I can only imagine your pain of the moment you tried to explain to your friends how you’re different, only to be met with a wall of silence. I’m sure they are good people who are just frightened of saying the wrong thing, but sadly that created the feeling of being ignored or small. Don’t give up on them, they are trying to learn what are positive way to respond to the new you.

I constantly misplace my car in the parking lot. Most times it’s a row or two, but occasionally I have to wander around hoping to get close enough for my electronic key to locate it.

Forgetting names of people I have known for years and will remember the next time I see them.

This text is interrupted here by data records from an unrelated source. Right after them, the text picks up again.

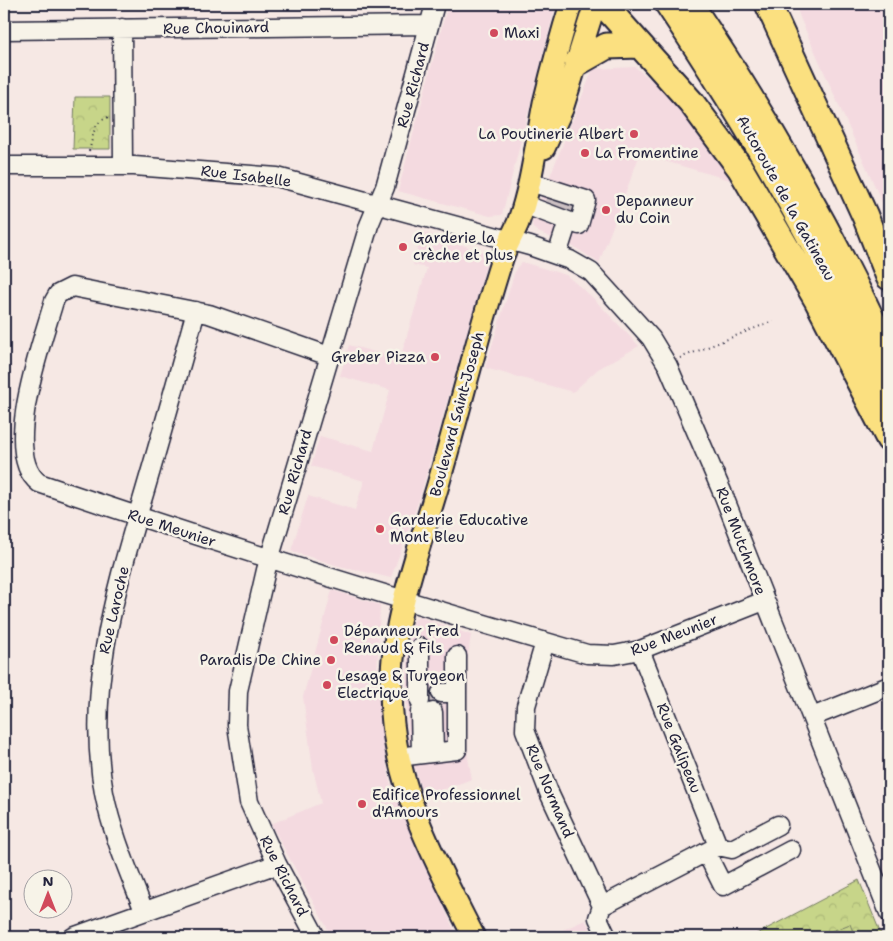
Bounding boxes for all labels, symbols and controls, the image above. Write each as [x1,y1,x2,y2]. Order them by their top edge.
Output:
street label: Rue Chouinard [163,17,270,39]
place label: Maxi [504,23,540,43]
marker: Maxi [488,27,500,39]
street label: Rue Richard [392,39,434,130]
street label: Autoroute de la Gatineau [732,112,840,284]
place label: La Poutinerie Albert [478,124,624,144]
marker: La Poutinerie Albert [628,128,640,140]
place label: La Fromentine [595,143,699,163]
marker: La Fromentine [579,147,591,159]
street label: Rue Isabelle [200,161,292,191]
place label: Depanneur du Coin [616,191,694,228]
marker: Depanneur du Coin [600,204,612,216]
place label: Garderie la crèche et plus [413,228,514,265]
marker: Garderie la crèche et plus [397,241,409,253]
street label: Boulevard Saint-Joseph [425,329,489,499]
place label: Greber Pizza [331,347,426,367]
marker: Greber Pizza [429,351,441,363]
street label: Rue Richard [273,426,317,517]
street label: Rue Mutchmore [711,484,771,598]
street label: Rue Meunier [125,504,219,552]
place label: Garderie Educative Mont Bleu [390,510,528,547]
marker: Garderie Educative Mont Bleu [374,523,386,535]
street label: Rue Laroche [94,564,134,656]
street label: Rue Meunier [628,609,720,661]
place label: Dépanneur Fred Renaud & Fils [344,621,460,658]
marker: Dépanneur Fred Renaud & Fils [328,634,340,646]
place label: Paradis De Chine [200,650,321,670]
marker: Paradis De Chine [325,654,337,666]
place label: Lesage & Turgeon Electrique [337,666,465,703]
marker: Lesage & Turgeon Electrique [321,679,333,691]
street label: Rue Galipeau [652,700,706,796]
street label: Rue Normand [521,741,579,841]
place label: Edifice Professionnel d'Amours [372,785,521,822]
marker: Edifice Professionnel d'Amours [356,798,368,810]
street label: Rue Richard [255,832,313,920]
north arrow [22,868,72,918]
text: N [42,872,54,890]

Being unable to do anything on “autopilot” – taking a shower and not remembering whether I washed my face, forgetting a step in an often prepared breakfast because I am interrupted, forgetting whether I’ve fed the dog.

Sometimes I’m not sure if people can imagine how quickly we can forget if we just did something. I lose my phone about 100 times a day! It’s just lucky that I can ring it.

Woman! You are killing me with this ‘no-Like’ button. It’s how I prefer to let you know I stopped by……..and I don’t always need to comment. I do only have half my eyesight, so help me out, yeah?

I have finally found why it wasn’t coming up. Sorry I don’t find this easy, especially when I have to hunt for it. But anyway, I hope I have finally ended your frustration.